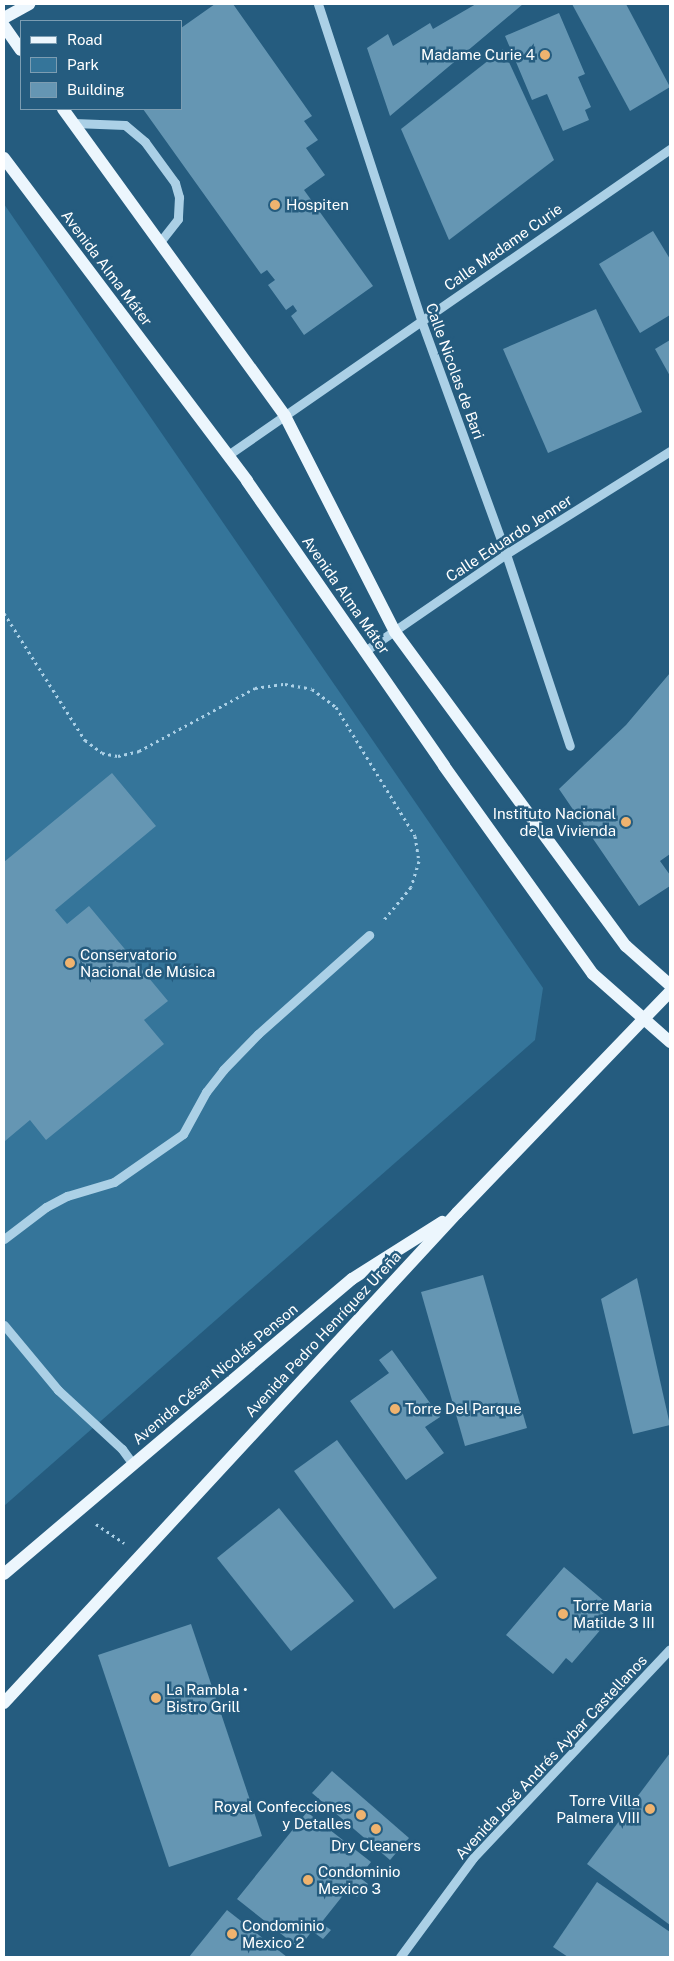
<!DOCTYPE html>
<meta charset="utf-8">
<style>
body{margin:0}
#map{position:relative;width:674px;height:1961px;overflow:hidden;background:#255c7f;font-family:"Public Sans",sans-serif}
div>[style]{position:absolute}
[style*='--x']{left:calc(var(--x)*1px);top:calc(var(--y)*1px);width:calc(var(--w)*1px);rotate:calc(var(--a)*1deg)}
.green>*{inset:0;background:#35759a}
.building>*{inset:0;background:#6596b3}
.path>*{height:3px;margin-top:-1.5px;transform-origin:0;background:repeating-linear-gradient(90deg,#abd0e6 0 2.5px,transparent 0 6.5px)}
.minor>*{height:9px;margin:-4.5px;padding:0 4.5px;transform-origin:4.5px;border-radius:4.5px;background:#abd0e6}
.major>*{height:12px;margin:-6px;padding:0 6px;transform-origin:6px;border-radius:6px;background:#ecf6fd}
.dots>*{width:14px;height:14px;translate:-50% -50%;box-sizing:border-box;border:2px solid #255c7f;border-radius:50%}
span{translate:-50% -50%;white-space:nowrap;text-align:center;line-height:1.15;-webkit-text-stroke:5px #255c7f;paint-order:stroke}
.poi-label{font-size:15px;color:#fff}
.right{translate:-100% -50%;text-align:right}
.left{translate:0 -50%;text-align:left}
.street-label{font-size:15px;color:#fff}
.frame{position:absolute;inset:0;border:5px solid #fff;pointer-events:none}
.legend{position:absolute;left:20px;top:20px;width:162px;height:90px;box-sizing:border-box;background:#255c7f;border:1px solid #7c9db2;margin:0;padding:6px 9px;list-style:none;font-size:15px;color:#fff}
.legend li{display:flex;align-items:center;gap:10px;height:25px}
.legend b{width:25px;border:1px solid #7c9db2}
</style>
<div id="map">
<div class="green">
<div style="clip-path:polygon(4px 204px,543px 988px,535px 1040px,4px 1506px)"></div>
</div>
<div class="building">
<div style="clip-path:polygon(215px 4px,233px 4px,312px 116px,304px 121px,318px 140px,306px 148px,325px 175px,304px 190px,373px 286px,304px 335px,291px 316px,297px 311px,293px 305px,286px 310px,268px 285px,275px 280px,267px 270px,261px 274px,143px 109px,181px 109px,181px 28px)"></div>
<div style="clip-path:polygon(476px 4px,523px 4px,390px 116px,367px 48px,388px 34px,393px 46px,430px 23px,433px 29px)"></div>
<div style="clip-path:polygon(572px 4px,626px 4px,670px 87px,630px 111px)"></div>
<div style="clip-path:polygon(559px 13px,585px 74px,578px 77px,591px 107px,585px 110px,589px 120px,563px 131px,547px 94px,532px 100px,505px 36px)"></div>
<div style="clip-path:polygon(503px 49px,554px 160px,449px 240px,401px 129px)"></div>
<div style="clip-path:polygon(653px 231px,670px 259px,670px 315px,640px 333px,599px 264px)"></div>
<div style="clip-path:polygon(596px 309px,642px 412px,548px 453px,503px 349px)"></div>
<div style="clip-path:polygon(670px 340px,670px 376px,655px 349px)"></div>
<div style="clip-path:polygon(670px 673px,670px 854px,660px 861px,670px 875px,670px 886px,639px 906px,559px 789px,626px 725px)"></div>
<div style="clip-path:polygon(112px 773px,156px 826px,55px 910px,67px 924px,89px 906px,168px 1001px,144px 1020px,164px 1044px,46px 1140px,30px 1120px,5px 1141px,4px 862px)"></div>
<div style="clip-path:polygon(483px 1275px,527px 1428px,465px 1446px,421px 1292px)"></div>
<div style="clip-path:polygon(637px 1278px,670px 1425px,633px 1434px,601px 1299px)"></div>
<div style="clip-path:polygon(392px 1350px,440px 1417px,425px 1427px,444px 1453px,406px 1480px,350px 1401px,389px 1373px,379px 1360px)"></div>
<div style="clip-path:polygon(337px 1440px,437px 1578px,394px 1609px,294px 1471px)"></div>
<div style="clip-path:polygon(279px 1508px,354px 1601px,291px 1651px,217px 1558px)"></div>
<div style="clip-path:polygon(564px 1567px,610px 1606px,595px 1623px,602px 1628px,572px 1663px,566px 1658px,553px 1674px,506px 1635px)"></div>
<div style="clip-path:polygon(191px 1624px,262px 1836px,169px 1867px,98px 1655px)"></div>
<div style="clip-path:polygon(670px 1753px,670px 1925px,587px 1864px)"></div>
<div style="clip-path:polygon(332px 1771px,409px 1838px,390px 1860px,312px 1793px)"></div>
<div style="clip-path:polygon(307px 1812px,371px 1862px,359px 1877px,368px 1884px,357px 1897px,348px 1889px,321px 1923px,331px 1930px,323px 1939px,312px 1931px,299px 1948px,237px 1899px)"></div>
<div style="clip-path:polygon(597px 1882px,670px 1932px,670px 1957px,568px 1957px,553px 1947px)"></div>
<div style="clip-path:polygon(227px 1910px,287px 1957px,189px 1957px)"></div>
</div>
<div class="path">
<div style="--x:4;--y:613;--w:151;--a:57.5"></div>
<div style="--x:85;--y:740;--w:21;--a:37"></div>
<div style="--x:102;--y:753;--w:16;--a:11"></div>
<div style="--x:118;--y:756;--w:22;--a:-13"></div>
<div style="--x:139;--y:751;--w:132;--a:-28.5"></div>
<div style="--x:255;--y:688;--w:30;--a:-8"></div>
<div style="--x:285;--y:684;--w:27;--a:10"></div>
<div style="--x:312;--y:689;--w:30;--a:37"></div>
<div style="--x:336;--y:707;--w:151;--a:58.5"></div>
<div style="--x:415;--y:836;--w:25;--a:81"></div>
<div style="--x:419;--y:861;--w:27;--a:107"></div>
<div style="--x:411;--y:887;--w:45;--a:129.6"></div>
<div style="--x:96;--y:1524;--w:34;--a:34"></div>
</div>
<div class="minor">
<div style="--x:318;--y:4;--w:332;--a:71.9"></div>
<div style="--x:421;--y:320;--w:249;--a:70"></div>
<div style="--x:506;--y:554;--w:202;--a:71.6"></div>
<div style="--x:74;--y:123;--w:51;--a:2.2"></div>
<div style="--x:125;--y:125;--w:26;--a:40"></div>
<div style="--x:145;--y:142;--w:51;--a:53.8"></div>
<div style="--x:175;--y:183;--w:15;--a:74"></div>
<div style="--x:179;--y:197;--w:22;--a:93"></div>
<div style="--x:178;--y:219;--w:29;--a:128"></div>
<div style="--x:228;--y:455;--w:538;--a:-34.7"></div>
<div style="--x:365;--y:651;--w:171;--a:-34.5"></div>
<div style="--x:506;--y:554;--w:194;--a:-32.1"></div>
<div style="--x:4;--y:1239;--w:53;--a:-37.3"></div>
<div style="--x:46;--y:1207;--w:24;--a:-28"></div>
<div style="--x:67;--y:1196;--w:49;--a:-16.6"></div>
<div style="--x:114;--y:1182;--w:84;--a:-34.8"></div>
<div style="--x:183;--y:1134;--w:48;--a:-61.3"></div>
<div style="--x:206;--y:1092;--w:28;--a:-52"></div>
<div style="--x:223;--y:1070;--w:50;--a:-45.8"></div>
<div style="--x:258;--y:1034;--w:149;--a:-41.7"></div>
<div style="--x:4;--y:1325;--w:85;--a:50.3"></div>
<div style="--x:58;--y:1390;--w:87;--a:42.7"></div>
<div style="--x:122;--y:1449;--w:19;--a:54"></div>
<div style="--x:400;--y:1957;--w:123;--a:-53.6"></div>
<div style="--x:473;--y:1858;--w:287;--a:-46.7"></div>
</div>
<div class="major">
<div style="--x:4;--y:18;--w:29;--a:-29"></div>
<div style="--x:4;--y:26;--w:29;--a:55"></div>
<div style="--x:63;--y:109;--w:379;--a:54.1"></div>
<div style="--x:285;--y:416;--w:242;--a:63"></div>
<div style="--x:395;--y:632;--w:390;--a:53.7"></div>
<div style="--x:626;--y:946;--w:59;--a:41.6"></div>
<div style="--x:4;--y:158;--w:404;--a:53"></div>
<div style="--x:247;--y:481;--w:346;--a:55.3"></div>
<div style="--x:444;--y:766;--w:256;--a:54.4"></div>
<div style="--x:593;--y:974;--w:103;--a:41.4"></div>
<div style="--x:4;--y:1574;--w:456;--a:-40.3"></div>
<div style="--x:352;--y:1279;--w:107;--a:-32.3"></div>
<div style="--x:4;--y:1703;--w:667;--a:-47.25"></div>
<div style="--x:457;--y:1213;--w:307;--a:-46.1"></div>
</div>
<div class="dots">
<div style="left:545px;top:55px;background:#efb36f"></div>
<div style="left:275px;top:205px;background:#efb36f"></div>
<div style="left:626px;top:822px;background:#efb36f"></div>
<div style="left:70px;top:963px;background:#efb36f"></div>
<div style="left:395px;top:1409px;background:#efb36f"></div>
<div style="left:563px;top:1614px;background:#efb36f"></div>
<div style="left:156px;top:1698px;background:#efb36f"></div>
<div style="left:650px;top:1809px;background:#efb36f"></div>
<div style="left:361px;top:1815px;background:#efb36f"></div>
<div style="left:376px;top:1829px;background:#efb36f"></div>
<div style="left:308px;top:1880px;background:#efb36f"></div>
<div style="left:232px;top:1934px;background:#efb36f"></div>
</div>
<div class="poi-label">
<span class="right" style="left:535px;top:55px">Madame Curie 4</span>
<span class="left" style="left:286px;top:205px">Hospiten</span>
<span class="right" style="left:616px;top:822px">Instituto Nacional<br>de la Vivienda</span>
<span class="left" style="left:80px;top:963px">Conservatorio<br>Nacional de Música</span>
<span class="left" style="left:405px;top:1409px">Torre Del Parque</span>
<span class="left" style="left:573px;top:1614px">Torre Maria<br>Matilde 3 III</span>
<span class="left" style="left:166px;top:1698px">La Rambla •<br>Bistro Grill</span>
<span class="right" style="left:640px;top:1809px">Torre Villa<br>Palmera VIII</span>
<span class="right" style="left:351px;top:1815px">Royal Confecciones<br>y Detalles</span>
<span style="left:376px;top:1846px">Dry Cleaners</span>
<span class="left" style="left:318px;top:1880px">Condominio<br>Mexico 3</span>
<span class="left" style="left:242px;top:1934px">Condominio<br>Mexico 2</span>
</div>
<div class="street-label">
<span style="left:503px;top:247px;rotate:-35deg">Calle Madame Curie</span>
<span style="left:107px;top:268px;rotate:53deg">Avenida Alma Máter</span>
<span style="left:455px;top:371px;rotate:70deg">Calle Nicolas de Bari</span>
<span style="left:509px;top:538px;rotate:-33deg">Calle Eduardo Jenner</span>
<span style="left:346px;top:595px;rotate:55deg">Avenida Alma Máter</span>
<span style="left:323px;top:1334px;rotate:-47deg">Avenida Pedro Henríquez Ureña</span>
<span style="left:215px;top:1374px;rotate:-40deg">Avenida César Nicolás Penson</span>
<span style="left:551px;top:1757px;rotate:-47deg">Avenida José Andrés Aybar Castellanos</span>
</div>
<div class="frame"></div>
<ul class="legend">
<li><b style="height:6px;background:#ecf6fd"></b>Road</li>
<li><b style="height:14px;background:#35759a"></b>Park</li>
<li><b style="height:14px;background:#6596b3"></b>Building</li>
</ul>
</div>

• • •

Exercise =
Reproduce the opening lines of the material above exactly, ending with the line that contains "0 2.5px,transparent 0". Omit every picture.

Output below =
<!DOCTYPE html>
<meta charset="utf-8">
<style>
body{margin:0}
#map{position:relative;width:674px;height:1961px;overflow:hidden;background:#255c7f;font-family:"Public Sans",sans-serif}
div>[style]{position:absolute}
[style*='--x']{left:calc(var(--x)*1px);top:calc(var(--y)*1px);width:calc(var(--w)*1px);rotate:calc(var(--a)*1deg)}
.green>*{inset:0;background:#35759a}
.building>*{inset:0;background:#6596b3}
.path>*{height:3px;margin-top:-1.5px;transform-origin:0;background:repeating-linear-gradient(90deg,#abd0e6 0 2.5px,transparent 0 6.5px)}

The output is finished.